I have the following functionality at my API and I strumbled upon a few questions:

1. POST /user (requires fullName, email, password) will create a new user, if the user has been created an unique activation ID is generated and a link to activate the account is send through mail to the user.

2. PUT /user (requires id, email) will activate the user.

Once the user has activated it's account, it can login.

1. POST /session (requires email, password) and logs in the user.
2. GET /session will look at the cookie session id and return user info if auth.
3. DELETE /session logs the user out.

Once the user is logged in, he is asked to submit their interests (just a HTML textarea) and they can submit a description about their account too (Location, gender, etc but it is all optional so also an HTML textarea just like Twitter account description)

Now my question is:

As you can see 2. PUT /user will activate the user, but how would I handle the submit interests and account description in a proper restful design?

Should I look at the point where at my backend server PUT /user will come in and detect the fields that where submitted?

Or would it make more sence to create a separated PUT /user/activate and PUT /user/interests.

Once this is finished, I want to expand it with restore password, also this would be a PUT /user wouldn't the field detection at the server side will get kinda messy?

Now about backbone, this is my session model:

var Session = Backbone.Model.extend({
  url: '/session'
});

var session = new Session();
session.fetch(); // Get the user authentication of the backend server.

my user model:

var User = Backbone.Model.extend({
  url: '/user'
});

function signup(fullName, email, password){
  var user = new User();
  user.save({
    fullName: fullName,
    email: email,
    password: password
  });
};

function activate(id, activationId){
  var user = new User();
  user.save({
    id: id,
    activationId: activationId
  });
};

// Possibility...?
function submitInterests(id, interests){
  var user = new User(url: '/user/interests/');
  user.save({
    id: id,
    activationid: activationId
  });
}

Thank you for reading.

A rule of thumb in RESTful world is:

Verbs down, nouns up.

That's because the magic 4 [GET, POST, PUT, DELETE] should be enough for all actions: no /users/activate / /user/edit stuff around.

While making a PUT over the whole /users for activation may seem legit, so would be making all the requests to /root and passing "entity = users, id = 3, ..." and so on.
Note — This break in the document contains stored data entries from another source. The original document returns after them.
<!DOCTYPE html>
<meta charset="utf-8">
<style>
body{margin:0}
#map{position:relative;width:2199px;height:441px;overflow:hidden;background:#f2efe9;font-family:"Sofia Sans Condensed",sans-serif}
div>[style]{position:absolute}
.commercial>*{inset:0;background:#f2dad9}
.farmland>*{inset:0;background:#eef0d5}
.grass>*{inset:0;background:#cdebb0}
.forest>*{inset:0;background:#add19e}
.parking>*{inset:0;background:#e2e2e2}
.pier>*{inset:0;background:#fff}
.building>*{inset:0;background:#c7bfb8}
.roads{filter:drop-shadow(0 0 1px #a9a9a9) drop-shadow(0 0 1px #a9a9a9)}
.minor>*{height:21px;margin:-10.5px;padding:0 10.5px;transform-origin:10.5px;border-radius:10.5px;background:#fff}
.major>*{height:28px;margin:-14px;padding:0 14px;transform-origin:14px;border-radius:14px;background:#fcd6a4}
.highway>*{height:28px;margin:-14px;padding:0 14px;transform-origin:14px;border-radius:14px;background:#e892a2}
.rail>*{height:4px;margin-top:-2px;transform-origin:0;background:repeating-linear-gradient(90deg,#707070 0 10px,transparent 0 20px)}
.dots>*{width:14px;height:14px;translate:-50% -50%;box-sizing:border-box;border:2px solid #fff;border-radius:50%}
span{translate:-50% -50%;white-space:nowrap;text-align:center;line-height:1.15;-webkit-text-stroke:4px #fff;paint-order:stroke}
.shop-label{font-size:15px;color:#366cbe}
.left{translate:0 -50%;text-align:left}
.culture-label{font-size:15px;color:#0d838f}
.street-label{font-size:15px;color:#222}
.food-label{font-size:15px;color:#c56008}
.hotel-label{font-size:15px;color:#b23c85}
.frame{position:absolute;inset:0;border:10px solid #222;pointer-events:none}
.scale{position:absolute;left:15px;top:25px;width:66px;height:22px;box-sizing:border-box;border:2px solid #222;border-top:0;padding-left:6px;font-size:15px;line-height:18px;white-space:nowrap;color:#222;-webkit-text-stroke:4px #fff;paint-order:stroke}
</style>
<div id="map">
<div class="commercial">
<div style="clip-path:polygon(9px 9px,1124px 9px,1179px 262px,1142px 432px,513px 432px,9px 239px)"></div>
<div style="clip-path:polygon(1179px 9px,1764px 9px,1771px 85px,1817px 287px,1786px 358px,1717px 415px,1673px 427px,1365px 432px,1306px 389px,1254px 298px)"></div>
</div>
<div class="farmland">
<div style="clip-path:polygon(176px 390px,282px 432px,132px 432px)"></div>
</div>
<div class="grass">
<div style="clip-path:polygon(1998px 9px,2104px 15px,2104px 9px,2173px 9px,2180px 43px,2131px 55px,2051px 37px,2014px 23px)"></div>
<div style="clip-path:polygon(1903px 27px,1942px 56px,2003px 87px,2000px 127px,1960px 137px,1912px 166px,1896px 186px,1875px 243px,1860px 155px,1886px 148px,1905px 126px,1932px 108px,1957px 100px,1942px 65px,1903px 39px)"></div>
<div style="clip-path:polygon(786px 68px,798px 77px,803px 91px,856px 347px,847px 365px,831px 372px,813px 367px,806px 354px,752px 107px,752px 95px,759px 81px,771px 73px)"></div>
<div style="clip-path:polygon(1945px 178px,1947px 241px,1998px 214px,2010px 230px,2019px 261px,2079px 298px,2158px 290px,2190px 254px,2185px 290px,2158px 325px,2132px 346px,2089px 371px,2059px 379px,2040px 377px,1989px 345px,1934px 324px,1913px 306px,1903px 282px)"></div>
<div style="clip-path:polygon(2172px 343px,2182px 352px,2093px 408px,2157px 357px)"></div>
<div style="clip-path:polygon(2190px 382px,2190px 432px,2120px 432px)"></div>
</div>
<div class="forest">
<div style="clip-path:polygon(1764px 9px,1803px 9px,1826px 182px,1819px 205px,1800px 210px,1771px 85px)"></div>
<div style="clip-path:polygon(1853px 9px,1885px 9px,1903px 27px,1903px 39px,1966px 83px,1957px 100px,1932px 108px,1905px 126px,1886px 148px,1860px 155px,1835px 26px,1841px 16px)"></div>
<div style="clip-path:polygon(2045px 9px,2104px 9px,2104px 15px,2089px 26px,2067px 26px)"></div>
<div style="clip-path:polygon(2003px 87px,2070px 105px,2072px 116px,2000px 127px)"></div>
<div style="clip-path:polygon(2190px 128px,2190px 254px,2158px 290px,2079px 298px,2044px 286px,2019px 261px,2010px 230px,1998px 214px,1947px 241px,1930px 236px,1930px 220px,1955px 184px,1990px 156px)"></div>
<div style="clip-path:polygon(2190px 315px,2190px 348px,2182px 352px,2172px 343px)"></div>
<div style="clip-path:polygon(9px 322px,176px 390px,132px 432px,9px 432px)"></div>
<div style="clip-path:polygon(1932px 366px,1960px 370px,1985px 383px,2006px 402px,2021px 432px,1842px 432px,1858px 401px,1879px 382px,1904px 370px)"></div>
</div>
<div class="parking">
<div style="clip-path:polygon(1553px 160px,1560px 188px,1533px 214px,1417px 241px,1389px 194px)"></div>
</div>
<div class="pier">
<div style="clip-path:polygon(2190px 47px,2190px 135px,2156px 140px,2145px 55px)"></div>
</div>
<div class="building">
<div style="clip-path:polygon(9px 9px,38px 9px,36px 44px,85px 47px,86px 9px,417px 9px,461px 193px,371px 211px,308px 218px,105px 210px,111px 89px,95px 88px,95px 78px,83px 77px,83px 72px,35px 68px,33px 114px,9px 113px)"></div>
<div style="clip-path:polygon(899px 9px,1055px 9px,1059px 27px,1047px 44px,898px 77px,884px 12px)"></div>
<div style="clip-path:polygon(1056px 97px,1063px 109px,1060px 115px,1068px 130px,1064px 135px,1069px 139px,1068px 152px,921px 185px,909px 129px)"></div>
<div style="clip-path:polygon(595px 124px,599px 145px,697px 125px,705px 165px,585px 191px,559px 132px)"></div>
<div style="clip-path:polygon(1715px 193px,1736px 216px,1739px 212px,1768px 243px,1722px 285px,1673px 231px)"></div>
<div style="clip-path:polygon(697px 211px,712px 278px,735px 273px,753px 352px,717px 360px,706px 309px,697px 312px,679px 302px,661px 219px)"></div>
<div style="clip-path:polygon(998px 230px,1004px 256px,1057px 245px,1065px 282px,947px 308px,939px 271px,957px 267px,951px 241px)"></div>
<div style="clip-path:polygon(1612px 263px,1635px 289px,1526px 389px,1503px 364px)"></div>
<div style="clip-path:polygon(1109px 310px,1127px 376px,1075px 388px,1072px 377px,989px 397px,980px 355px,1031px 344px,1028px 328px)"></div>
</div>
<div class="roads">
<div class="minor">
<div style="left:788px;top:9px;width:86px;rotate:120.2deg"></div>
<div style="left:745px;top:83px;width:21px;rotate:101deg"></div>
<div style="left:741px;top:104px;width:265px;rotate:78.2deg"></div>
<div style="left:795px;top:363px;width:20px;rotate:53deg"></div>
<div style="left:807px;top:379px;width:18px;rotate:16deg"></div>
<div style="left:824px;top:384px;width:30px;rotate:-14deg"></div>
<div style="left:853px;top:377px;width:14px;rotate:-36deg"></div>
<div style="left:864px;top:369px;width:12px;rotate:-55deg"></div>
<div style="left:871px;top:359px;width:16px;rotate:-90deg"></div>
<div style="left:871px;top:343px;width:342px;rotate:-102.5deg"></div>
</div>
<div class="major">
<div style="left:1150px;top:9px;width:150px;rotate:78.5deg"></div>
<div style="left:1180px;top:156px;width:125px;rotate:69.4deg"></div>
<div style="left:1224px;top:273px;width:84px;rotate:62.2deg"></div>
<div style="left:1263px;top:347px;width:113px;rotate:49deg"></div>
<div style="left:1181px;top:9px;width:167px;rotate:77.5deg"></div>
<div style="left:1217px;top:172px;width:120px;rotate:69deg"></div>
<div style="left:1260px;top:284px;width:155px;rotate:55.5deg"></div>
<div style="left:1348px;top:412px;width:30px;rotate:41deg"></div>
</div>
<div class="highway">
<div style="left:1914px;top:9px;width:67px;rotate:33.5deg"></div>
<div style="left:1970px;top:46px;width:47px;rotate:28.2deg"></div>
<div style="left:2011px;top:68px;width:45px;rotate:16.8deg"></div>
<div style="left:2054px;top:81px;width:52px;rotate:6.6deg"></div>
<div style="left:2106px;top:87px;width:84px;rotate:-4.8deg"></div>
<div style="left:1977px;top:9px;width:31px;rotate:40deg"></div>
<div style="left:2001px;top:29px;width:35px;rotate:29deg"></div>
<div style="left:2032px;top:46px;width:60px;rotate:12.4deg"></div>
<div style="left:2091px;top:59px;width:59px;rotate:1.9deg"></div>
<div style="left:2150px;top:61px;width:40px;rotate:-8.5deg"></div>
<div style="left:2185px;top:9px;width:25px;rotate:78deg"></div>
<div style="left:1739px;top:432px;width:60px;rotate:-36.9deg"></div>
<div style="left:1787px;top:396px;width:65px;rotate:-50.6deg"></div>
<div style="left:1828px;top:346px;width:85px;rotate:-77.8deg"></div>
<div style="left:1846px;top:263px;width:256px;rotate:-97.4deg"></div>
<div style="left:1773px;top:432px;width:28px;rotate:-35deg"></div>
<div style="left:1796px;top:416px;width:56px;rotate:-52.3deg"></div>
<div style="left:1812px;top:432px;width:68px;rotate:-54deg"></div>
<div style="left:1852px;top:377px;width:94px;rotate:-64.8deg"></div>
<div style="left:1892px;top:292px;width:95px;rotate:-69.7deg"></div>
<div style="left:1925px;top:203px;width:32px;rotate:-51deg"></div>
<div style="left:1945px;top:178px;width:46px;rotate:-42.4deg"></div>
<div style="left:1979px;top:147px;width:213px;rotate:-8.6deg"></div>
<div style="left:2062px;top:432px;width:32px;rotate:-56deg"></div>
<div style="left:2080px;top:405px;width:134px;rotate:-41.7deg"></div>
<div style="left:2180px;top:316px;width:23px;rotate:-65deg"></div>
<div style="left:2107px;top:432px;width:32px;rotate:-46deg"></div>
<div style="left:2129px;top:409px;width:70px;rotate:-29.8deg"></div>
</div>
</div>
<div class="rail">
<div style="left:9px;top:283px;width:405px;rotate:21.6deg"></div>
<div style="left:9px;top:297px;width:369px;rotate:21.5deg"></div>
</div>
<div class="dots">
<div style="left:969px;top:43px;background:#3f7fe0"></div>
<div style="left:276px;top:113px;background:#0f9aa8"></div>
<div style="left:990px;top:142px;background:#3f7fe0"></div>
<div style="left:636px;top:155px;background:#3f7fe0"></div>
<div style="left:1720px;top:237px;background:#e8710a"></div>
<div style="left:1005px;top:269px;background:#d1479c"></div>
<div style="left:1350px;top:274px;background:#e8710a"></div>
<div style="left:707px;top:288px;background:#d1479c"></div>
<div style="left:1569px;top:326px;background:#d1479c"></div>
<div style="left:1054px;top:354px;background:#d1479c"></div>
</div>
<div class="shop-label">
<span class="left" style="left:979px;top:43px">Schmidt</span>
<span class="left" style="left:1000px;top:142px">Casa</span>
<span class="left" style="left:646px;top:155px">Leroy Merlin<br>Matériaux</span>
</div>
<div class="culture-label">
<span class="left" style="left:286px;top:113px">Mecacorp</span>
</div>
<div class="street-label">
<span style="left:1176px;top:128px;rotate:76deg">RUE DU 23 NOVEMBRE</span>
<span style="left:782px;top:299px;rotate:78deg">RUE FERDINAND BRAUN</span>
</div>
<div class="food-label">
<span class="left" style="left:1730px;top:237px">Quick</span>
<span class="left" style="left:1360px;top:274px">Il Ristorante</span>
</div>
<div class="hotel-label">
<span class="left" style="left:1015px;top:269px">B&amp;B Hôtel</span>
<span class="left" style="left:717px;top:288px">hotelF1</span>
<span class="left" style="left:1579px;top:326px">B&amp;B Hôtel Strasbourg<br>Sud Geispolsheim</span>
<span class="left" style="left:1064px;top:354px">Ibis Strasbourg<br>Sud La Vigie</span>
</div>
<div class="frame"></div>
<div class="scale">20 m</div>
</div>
I advice you to use /entityname for the collection [where you can POST to create a new one], then /entityname/:id in order to refer to a single entity [in this case, a single user].

Now you can make a PUT on /users/123 to accomplish whatever you need.

Of course you can nest resources:

/users/:id/interests

This is the route for all interests of :id-th user - you can issue a GET over it to retrieve them all, or a POST to add an element to the list, a PUT to set all the list from scratch.

One last thought about your session resource: a true RESTful service should be *stateless, i.e. it should not rely on session. Authorization has to be made on every request, see HTTP Basic Auth, though you can come with a session sometimes.

To be consistent to your schema, you can define a /user/:id/sessions resource where you can POST in order to make a new login, so you can keep track of user accesses.